セッション記号 U (ユニオン) » ユニオン

[U-05] Geospatial Applications for Natural Resources, Environment and Agriculture

2023年5月26日(金) 10:45 〜 12:00 展示場特設会場 (1) (幕張メッセ国際展示場)

コンビーナ:Abdul Rashid Bin Mohamed Shariff (Universiti Putra Malaysia )、高橋 幸弘(北海道大学・大学院理学院・宇宙理学専攻)、Gay Jane P Perez(University of the Philippines Diliman)、Decibel Villarisco Faustino-Eslava(Geological Society of the Philippines)、Chairperson:Decibel Villarisco Faustino-Eslava(Geological Society of the Philippines)、高橋 幸弘(北海道大学・大学院理学院・宇宙理学専攻)、Abdul Rashid Bin Mohamed Shariff(Universiti Putra Malaysia)、Gay Jane P Perez(University of the Philippines Diliman)

11:30 〜 11:45

[U05-04] Integrating Multi-sensor Satellite Images for Land Change Detection

*Chia-Che Chang1、Kuo-Hsin Tseng1 (1.National Central University)

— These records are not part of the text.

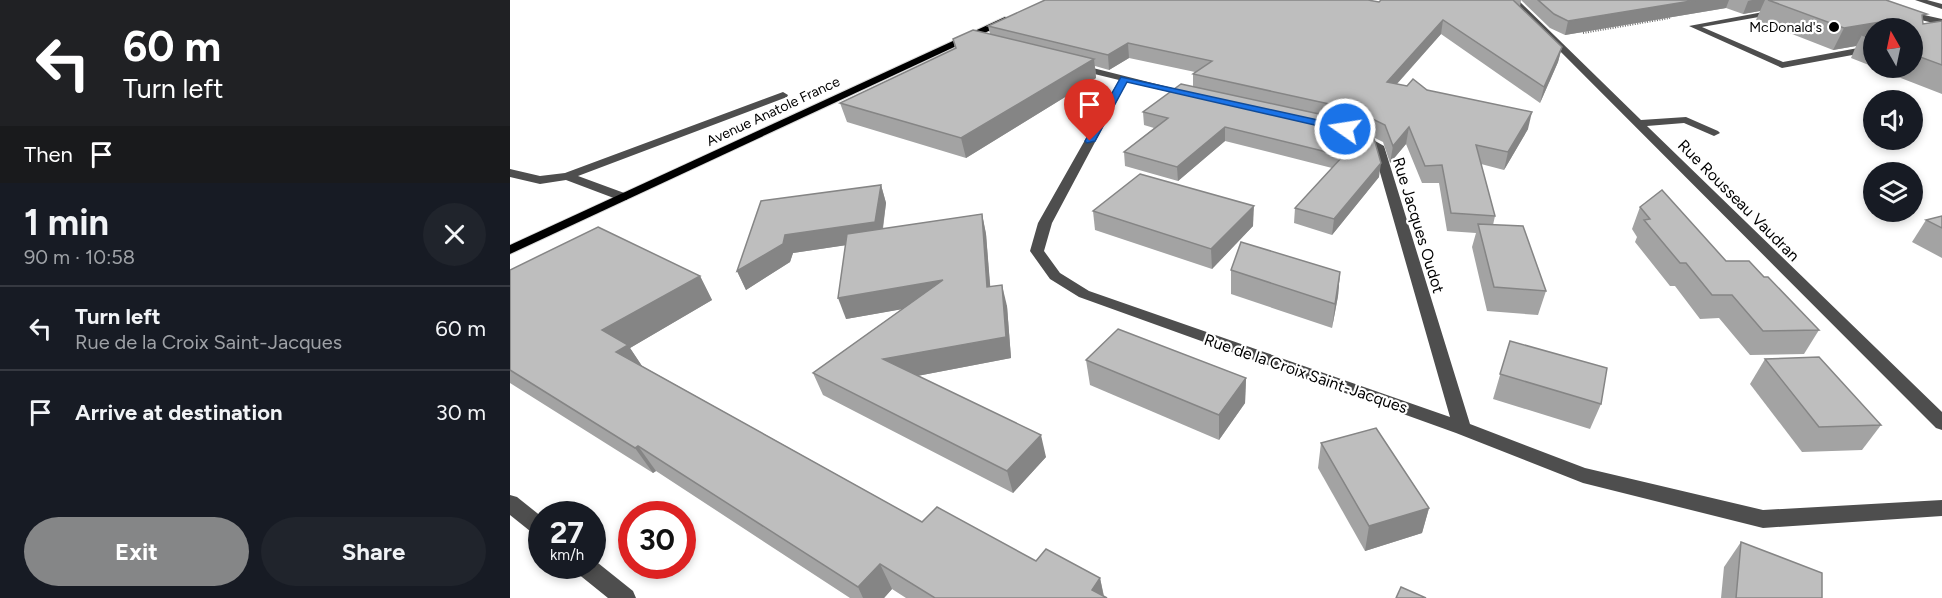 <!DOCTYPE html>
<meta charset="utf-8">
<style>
:root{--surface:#171b24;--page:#20242c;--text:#f1f3f6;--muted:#9ea1a6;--line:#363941;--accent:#858687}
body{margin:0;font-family:Figtree,sans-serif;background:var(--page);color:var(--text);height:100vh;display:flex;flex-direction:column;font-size:22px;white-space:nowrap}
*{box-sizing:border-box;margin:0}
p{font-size:20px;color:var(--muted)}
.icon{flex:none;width:33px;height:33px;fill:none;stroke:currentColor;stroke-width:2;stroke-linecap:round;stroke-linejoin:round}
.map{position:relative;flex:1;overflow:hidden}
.side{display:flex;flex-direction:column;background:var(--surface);width:510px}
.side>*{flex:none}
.hud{background:#202124;color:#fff;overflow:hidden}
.needle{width:39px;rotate:351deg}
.fabs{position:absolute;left:1353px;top:18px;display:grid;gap:12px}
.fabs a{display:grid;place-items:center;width:60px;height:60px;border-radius:50%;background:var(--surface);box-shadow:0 3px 9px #0003;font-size:30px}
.speed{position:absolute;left:18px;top:501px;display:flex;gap:12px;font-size:30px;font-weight:700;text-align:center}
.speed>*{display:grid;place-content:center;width:78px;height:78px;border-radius:50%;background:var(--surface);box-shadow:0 3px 9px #0003;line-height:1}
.speed small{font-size:15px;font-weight:400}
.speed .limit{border:9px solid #d22;background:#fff;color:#111}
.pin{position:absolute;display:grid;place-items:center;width:51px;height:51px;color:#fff;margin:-62px -26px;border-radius:50% 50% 50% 0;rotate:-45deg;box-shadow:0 0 6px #0007}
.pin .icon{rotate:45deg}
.me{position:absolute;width:66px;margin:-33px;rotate:283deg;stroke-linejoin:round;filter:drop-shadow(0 0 4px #0008)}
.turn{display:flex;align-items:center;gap:21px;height:126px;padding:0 24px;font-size:27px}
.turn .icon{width:78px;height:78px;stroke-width:2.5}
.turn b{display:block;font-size:42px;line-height:51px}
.then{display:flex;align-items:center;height:57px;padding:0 24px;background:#0003;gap:12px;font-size:22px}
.round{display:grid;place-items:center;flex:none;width:63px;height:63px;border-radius:32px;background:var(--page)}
.headline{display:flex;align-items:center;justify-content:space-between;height:102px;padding:0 24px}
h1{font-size:36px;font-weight:700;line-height:45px}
.primary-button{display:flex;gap:12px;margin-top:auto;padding:12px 24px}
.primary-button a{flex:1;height:69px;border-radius:36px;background:var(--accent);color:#fff;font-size:24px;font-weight:700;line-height:69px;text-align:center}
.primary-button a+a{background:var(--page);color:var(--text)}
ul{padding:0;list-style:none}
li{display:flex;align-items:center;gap:18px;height:84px;padding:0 24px;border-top:2px solid var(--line)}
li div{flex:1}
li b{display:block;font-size:22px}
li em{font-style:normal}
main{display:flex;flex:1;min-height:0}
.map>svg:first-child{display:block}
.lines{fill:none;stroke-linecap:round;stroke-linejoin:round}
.major-casing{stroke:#dbdbdb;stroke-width:2}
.path{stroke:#707070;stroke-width:2;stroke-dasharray:1 1.5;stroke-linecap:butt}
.minor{fill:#4e4e4e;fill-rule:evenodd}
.major{fill:#000;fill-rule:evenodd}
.wall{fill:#a3a3a3}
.shaded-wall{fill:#858585}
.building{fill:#bebebe;stroke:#858585;stroke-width:1.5}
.route{fill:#1a73e8;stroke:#114b97;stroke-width:1.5}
.poi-dot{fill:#000;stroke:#fff;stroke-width:2}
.labels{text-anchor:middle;stroke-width:4.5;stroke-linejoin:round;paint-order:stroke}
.far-poi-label{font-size:14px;fill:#000;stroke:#fff;text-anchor:end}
.far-street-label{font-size:14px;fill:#000;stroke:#fff}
.street-label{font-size:16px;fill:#000;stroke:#fff}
</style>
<main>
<section class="side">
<div class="hud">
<div class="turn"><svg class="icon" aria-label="left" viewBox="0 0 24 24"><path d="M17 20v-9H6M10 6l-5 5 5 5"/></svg><div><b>60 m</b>Turn left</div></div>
<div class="then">Then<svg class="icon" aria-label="arrive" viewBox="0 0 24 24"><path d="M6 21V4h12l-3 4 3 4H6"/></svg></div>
</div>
<div class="headline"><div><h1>1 min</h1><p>90 m · 10:58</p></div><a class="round"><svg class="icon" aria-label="close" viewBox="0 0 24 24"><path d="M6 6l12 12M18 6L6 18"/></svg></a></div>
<ul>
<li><svg class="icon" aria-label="left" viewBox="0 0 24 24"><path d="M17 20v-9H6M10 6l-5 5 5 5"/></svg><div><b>Turn left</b><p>Rue de la Croix Saint-Jacques</p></div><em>60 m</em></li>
<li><svg class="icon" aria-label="arrive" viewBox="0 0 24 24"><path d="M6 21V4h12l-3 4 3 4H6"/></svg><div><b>Arrive at destination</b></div><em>30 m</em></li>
</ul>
<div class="primary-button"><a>Exit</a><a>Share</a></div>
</section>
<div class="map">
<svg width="1432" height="598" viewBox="0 0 1432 598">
<rect width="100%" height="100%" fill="#fff"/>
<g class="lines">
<defs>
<path id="major" d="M495 17 499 20 498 22 0 254V245Z"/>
</defs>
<use href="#major" class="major-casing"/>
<path class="path" d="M1073 33 1160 18"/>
<g class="minor">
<path d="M999 0H1008L1131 120 1176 117 1208 131 1210 133 1204 136 1174 123 1137 126 1432 412V430L1426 428Z"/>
<path d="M1358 0H1368L1383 8 1432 19V25L1377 12Z"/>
<path d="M1405 0H1417L1432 4V9Z"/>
<path d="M1269 9H1272V13L1192 27 1273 62 1364 45V51L1272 68 1179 26Z"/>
<path d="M567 64 686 94 681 97 617 82 542 223 534 251 550 273 579 291 940 417 863 148 841 135 843 133H851L874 146 960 424 1075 468 1253 510 1432 500V516L1253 528 1073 483 946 433 569 297 540 279 520 251 528 223 609 80 564 69 562 67Z"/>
<path d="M273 92 278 95 277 97 68 176 117 194V200H109L56 180 30 184 0 177V169L30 176 55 173Z"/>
<path d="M0 495 7 497 32 517V538L25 535 0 515Z"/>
<path d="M83 559 123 591 126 598H98L67 573 65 566H82Z"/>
</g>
<use href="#major" class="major"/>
</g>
<g class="wall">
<path d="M871 0H1011L1010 7 1052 47 1048 62 1030 103 931 34 887 84 917 90 1018 129 994 170 971 164 985 216 983 225 1036 291 1028 315 977 311 962 247 966 233 937 231 929 183H912L896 144 880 163 873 142 863 137 869 177 822 235 784 223 785 208 822 168 715 141 668 181 615 166 614 152 644 128 634 125 633 112 683 87V74L685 72 619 58 599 70 585 66 586 78 456 158 337 122 330 103 445 49 443 39 480 34 478 26 869 2Z"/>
<path d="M1011 0H1376L1413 21V24L1432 21V94L1365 68H1402V28H1364V67L1341 58 1346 46 1323 50 1246 20 1250 11 1233 14 1216 8 1055 35 1040 28Z"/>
<path d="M371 185 376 203 373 229 472 214 476 234 480 287 497 306 501 358 407 376 536 457 503 493 313 395 303 373 392 309 336 319V245L283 253 280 262 236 290 227 271Z"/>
<path d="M1130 207 1216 261 1254 277 1309 330 1294 354 1240 355 1209 318 1190 319 1165 286H1160L1125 242 1127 237 1122 229Z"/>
<path d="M583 211 743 226 702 269 585 230Z"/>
<path d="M1432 216V258L1402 242 1416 220Z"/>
<path d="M0 270 190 276 202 300 120 348 132 366 412 522 526 561 590 578 594 596 597 598H396L382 589 374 598H340L146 471 143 473 0 383Z"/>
<path d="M721 270 830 272 828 296 822 328 721 294Z"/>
<path d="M1000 341 1091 404 1080 429 983 399Z"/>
<path d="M1255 359 1371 425 1352 450 1292 452 1240 384Z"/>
<path d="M576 360 736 378 735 403 709 440 580 385Z"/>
<path d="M811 443 919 508 912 533 855 551 808 468Z"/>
<path d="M1231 542 1312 598H1211L1214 567Z"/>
</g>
<g class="shaded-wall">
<path d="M1187 0H1219L1216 8 1055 35 1058 21Z"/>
<path d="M1242 0H1255L1250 11 1233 14 1238 1Z"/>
<path d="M933 20 931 34 875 97 877 82Z"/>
<path d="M1377 21 1373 28H1364V39L1352 35 1346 46 1323 50 1334 28Z"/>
<path d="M618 43 619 58 599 70 598 55Z"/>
<path d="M1052 47 1048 62 1030 103 1034 87Z"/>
<path d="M584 59 586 78 456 158 451 138Z"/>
<path d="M1022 112 1018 129 994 170 998 152Z"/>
<path d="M715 127V141L668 181 667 167Z"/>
<path d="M899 127 896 144 880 163 883 146Z"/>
<path d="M871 163 869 177 822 235 824 219Z"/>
<path d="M371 185 376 203 371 240 283 253 280 262 236 290 227 271 275 235Z"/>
<path d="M744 206 743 226 702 269 701 249Z"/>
<path d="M472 214 476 234 482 308 477 287Z"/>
<path d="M830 272 828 296 822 328 825 304Z"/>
<path d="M190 276 202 300 120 348 134 369 122 376 92 330Z"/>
<path d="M433 280 439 301 336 319 328 298Z"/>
<path d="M492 285 497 306 501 358 381 381 373 359Z"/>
<path d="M736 378 735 403 709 440V415Z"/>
<path d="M531 435 536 457 503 493 497 471Z"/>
<path d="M128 446 146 471 143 473 125 448Z"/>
<path d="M919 508 912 533 855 551 859 526Z"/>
<path d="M370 564 382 589 374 598H353L348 587Z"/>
<path d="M590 578 594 598 582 590Z"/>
</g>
<g class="building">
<path d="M535 0H858L869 2 871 0H1003L1052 47 1034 87 933 20 877 82 897 86 903 79 917 90 1022 112 998 152 966 145 985 216 941 213 932 165 915 166 899 127 883 146 875 125 842 109 683 74 702 61 618 43 598 55 478 26Z"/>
<path d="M1028 0H1187L1058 21 1044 14Z"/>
<path d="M1258 0H1376L1417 14 1412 15 1413 24 1432 21V65L1402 54V28H1376L1377 21 1334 28Z"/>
<path d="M463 30 584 59 451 138 330 103 446 48 443 39Z"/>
<path d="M1364 33V39L1352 35Z"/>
<path d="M671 84 832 119 863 135 871 163 824 219 785 208 833 156 715 127 667 167 614 152 658 118 633 112Z"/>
<path d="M630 174 744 206 701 249 583 211Z"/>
<path d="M371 185 365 222 275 235 273 244 227 271 251 201Z"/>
<path d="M1152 190 1216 261H1239L1254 277H1258L1309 330 1253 331 1222 295H1202L1176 263H1170L1134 220 1140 219 1130 207Z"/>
<path d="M472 214 477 287 492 285 496 337 373 359 531 435 497 471 303 373 433 280 328 298 337 234Z"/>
<path d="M1432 216V228L1416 220Z"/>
<path d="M968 224 1013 226 1036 291 984 287Z"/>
<path d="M88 227 190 276 92 330 118 345 106 352 412 522 427 507 526 561 536 549 590 578 582 590 597 598H425L370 564 348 587 128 446 125 448 0 370V270Z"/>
<path d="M731 242 830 272 825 304 721 270Z"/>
<path d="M608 329 736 378 709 415 576 360Z"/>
<path d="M1000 341 1097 368 1091 404 990 374Z"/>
<path d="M1309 357 1371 425 1309 427 1255 359Z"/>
<path d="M866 428 919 508 859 526 811 443Z"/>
<path d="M1231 542 1312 573V598H1226Z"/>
<path d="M891 587 916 598H886Z"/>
</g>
<path class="route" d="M611 77 835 126 840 129 835 132 617 82 585 141 577 143 575 141Z"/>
<circle class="poi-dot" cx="1324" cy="27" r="6"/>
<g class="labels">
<g class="far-poi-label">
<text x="1312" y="32">McDonald's</text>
</g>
<g class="far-street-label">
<text transform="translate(263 111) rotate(-25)" y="5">Avenue Anatole France</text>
</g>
<g class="street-label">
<text transform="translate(1229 200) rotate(45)" y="6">Rue Rousseau Vaudran</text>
<text transform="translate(909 225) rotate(73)" y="6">Rue Jacques Oudot</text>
<text transform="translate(796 373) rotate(19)" y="6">Rue de la Croix Saint-Jacques</text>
</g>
</g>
</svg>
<div class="fabs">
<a><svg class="needle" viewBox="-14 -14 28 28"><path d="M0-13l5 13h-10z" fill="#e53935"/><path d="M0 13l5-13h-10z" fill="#9ea1a6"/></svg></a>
<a><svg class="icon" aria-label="sound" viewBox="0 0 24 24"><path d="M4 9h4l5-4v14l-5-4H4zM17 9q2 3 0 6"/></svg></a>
<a><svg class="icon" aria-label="layers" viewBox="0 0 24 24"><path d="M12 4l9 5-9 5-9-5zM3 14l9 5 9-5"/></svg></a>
</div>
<div class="speed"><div>27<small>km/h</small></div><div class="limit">30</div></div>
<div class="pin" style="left:580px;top:141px;background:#d93025"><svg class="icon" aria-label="arrive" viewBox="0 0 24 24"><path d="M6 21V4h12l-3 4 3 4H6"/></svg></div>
<svg class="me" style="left:835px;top:129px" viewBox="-20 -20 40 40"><circle r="17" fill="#1a73e8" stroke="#fff" stroke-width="3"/><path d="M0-11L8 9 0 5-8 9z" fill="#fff"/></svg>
</div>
</main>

キーワード:Change Detection, SPOT, Sentinel-2

Due to the increasing need for an industrial supply chain, many factories in Taiwan tend to build in non-designated zones without appropriate management, which may threaten the usage of land in the neighboring residential and agricultural areas. In this situation, periodical monitoring of land use and land cover changes (LULCC) can assist identifying illegal land exploitation. Satellite images can provide large-scale and timely information, but using traditional change detection methods is prone to misjudge seasonal phenology as a changed area, especially in the agricultural zone with cyclic land cover patterns. The purpose of this research is to apply multi-spectral and multi-source satellite images in land use and land cover change detection by collecting Sentinel-2 and SPOT-6/7 images in northern Taiwan in 2017-2021. The methodology includes the coregistration of different images and analyzing the temporal change of each pixel in blue, green, and near-infrared bands. By fitting and predicting reflectance seasonal curve in these five years, it is possible to calculate the threshold to determine which area has been intentionally changed in the latest image. Our findings indicate that the overall accuracy obtained by using the developed approach is higher than 90% based on the validation with field investigation data, and successful reduction of detection error due to natural and seasonal phenological changes.